The task: Work out how many lines of the records hold the string "place", and reply with that number alone.

Extracted entries:
□ □ □ □

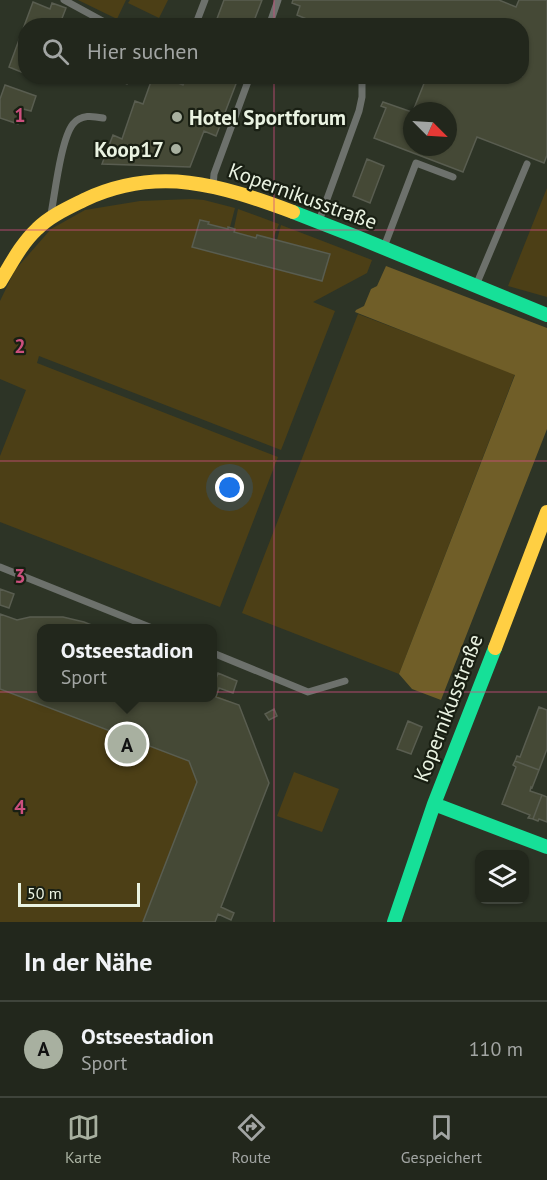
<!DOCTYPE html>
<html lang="de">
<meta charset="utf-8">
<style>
:root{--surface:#22271c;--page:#2a2f25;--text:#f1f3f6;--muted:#a2a5a3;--line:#3f443b;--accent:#a8b0a0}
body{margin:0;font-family:"PT Sans",sans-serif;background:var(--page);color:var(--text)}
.controls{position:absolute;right:18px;bottom:18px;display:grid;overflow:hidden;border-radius:12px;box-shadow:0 2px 4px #0004}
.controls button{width:54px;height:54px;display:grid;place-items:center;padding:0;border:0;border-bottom:2px solid var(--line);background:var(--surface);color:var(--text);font:30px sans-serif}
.compass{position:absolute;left:403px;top:102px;width:54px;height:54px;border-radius:50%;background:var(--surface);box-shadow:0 2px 4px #0004;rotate:114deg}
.scale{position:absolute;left:18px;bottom:15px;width:122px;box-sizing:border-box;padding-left:6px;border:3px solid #eaf3e2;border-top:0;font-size:16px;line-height:21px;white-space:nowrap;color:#eaf3e2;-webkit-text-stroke:4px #191f13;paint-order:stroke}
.you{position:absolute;left:230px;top:488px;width:21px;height:21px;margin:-15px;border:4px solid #fff;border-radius:50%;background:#1a73e8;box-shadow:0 0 0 9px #1a73e833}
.badge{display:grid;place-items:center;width:39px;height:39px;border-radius:50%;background:var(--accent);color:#111;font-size:20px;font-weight:700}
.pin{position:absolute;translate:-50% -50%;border:3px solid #fff;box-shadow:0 2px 6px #0006}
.popup{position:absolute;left:37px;top:624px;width:180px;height:78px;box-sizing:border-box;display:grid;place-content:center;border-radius:12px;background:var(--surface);filter:drop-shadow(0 2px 4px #0005);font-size:20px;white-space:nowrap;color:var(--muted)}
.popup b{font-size:22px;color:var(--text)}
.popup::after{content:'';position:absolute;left:50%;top:100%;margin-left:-12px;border:12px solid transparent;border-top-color:var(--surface)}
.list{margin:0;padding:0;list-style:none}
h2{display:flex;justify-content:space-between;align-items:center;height:78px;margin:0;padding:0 24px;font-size:26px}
h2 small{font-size:20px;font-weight:400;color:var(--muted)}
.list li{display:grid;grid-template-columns:39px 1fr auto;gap:18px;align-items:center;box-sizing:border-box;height:96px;padding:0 24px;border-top:2px solid var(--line)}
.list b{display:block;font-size:22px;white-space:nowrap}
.list p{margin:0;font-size:20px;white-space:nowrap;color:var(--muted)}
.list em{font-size:20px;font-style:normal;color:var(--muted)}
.icon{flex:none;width:33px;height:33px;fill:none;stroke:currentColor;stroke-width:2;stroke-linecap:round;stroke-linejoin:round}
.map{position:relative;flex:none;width:547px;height:922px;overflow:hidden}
.search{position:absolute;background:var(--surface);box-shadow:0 2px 4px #0004;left:18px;right:18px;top:18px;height:66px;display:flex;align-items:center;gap:15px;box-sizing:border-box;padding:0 21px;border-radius:24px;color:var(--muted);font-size:22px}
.sheet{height:174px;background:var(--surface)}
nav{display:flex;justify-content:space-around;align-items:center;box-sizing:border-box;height:84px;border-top:2px solid var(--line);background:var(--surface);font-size:16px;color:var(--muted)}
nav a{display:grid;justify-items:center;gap:3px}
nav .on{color:var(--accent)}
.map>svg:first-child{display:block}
.green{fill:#4c3f16}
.forest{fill:#705e28}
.building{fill:#454936;stroke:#595d50;stroke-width:1.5}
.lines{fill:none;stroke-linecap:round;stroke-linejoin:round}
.lane{stroke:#6d716c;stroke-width:7}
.fast{stroke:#16e098;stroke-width:14}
.slow{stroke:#ffcf43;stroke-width:14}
.grid{fill:none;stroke:#cc4f7d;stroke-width:1.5;stroke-opacity:0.55}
.poi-dot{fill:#a8b0a0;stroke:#191f13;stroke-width:2}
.labels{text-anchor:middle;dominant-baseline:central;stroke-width:4.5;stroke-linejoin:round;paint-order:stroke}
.poi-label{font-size:21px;font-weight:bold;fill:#eaf3e2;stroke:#191f13;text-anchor:start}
.street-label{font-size:21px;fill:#eaf3e2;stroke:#191f13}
.grid-label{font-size:20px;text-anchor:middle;font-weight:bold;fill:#cc4f7d;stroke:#191f13;stroke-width:4.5;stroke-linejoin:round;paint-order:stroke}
</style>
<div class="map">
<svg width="547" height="922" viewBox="0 0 547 922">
<rect width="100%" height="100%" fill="#2d3426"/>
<!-- green -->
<path class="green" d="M78 0H126L117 19Z
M130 0H168L159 18 128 3Z
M547 188V297L508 286Z
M192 199 204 200 235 208 230 227 228 229 208 224 209 222 200 220 192 247 322 281 330 254 277 240 281 225 372 260 367 273 313 302 335 311 281 450 39 356 37 363 278 457 220 607 0 522V456L26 390 0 379V301L15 270 51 229 85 210 140 201Z
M238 209 279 224 273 239 257 235 256 238 234 232 235 229 234 228Z
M358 314 515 374 399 674 242 613Z
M0 614 17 620 30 617H63L84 622 99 628H42V698H213V687L218 673 237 681 233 693 220 688 217 696 239 705 269 783 221 907 234 913 231 920 218 914 215 922H0Z
M294 772 339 789 322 832 277 816Z"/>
<!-- forest -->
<path class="forest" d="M386 266 547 328V429L441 700 412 689 399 674 515 375 355 312 356 310 364 306 371 289 377 286Z"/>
<!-- building -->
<path class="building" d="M224 0H262L252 26H206L208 22 215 24Z
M293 0H499L516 7 519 0H547V155L544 163 477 137 463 172 374 138 386 108 381 106 383 102 412 112V147H448V111H413L427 76H522V26H323L297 15 300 6 292 3Z
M33 2 50 9 52 3 66 8 59 26H26V74L9 67Z
M109 76H130L127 84Z
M153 76H161L183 85 187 76H239L216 136 204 131 190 167 102 164 113 135 122 139 135 101 143 104Z
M5 85 36 96 31 111 23 109 18 124 0 118V99Z
M367 159 384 166 370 203 353 196Z
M200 220 209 222 208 224 228 229V227L235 229 234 232 256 238 257 235 330 254 322 281 192 247Z
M0 589 14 594 9 608 0 605Z
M0 614 17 620 30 617H63L84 622 99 628H42V698H213V687L218 673 237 681 233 693 219 688 216 697 239 705 269 783 221 907 234 913 231 920 218 914 215 922H143L197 782 189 761 0 689Z
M539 707 547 710V749L539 770 515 761 517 756 520 757Z
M274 709 277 716 269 720 265 714Z
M408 721 422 727 411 754 397 749Z
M515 761 539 770 532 788 531 787 530 791 542 795 533 819 528 818 530 815 502 804 516 767 513 765Z
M542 795 547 797V822L539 819 538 821 533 819Z"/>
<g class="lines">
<!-- lane -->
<path class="lane" d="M64 0 110 25
M195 26 205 0
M269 26 278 0
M213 186 214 174 250 76
M51 214C55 193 61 139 73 124 81 114 93 116 103 118
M319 221 359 111 362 97V80L359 76
M384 247 416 163 453 177
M477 283 527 164
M0 567 152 628
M213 653 308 692 345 681"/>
<!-- fast -->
<path class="fast" d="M293 212 357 237 547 315
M434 804 547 847
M394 922 434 804 495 648"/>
<!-- slow -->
<path class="slow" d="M0 282C11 264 21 244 37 229 50 216 68 208 84 200 158 165 220 185 293 212
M495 648 547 512"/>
</g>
<!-- grid -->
<path class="grid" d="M274 0V26M274 76V922M0 230H547M0 461H547M0 692H547"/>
<!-- markers -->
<g class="poi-dot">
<circle cx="177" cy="117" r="6"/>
<circle cx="176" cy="149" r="6"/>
</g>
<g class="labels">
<!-- poi labels -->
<g class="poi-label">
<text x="189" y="117">Hotel Sportforum</text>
<text x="164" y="149" text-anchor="end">Koop17</text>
</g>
<!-- street labels -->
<g class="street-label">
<text transform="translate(303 196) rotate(20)">Kopernikusstraße</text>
<text transform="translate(448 708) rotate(-69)">Kopernikusstraße</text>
</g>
</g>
<g class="grid-label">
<text x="20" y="122">1</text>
<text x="20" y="353">2</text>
<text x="20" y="583">3</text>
<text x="20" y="814">4</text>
</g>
</svg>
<div class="controls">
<button><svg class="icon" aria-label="layers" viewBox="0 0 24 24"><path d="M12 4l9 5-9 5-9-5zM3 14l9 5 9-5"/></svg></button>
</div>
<svg class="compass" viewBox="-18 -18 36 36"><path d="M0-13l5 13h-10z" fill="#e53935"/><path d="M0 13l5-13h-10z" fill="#a2a5a3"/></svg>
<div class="scale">50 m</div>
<div class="you"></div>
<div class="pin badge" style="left:127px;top:744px">A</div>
<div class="popup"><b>Ostseestadion</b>Sport</div>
<div class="search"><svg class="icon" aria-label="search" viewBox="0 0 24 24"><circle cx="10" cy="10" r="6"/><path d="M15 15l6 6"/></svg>Hier suchen</div>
</div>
<section class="sheet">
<h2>In der Nähe<small></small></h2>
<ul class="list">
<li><span class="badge">A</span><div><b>Ostseestadion</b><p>Sport</p></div><em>110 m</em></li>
</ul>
</section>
<nav>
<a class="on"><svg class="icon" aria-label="map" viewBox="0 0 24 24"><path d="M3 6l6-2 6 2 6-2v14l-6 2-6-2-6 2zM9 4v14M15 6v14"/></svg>Karte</a>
<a><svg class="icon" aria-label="directions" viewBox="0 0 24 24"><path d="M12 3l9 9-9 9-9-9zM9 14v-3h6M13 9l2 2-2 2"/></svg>Route</a>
<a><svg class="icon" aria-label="saved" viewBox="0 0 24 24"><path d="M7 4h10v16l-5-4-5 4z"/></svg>Gespeichert</a>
</nav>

□ □ □ □

Answer space: 3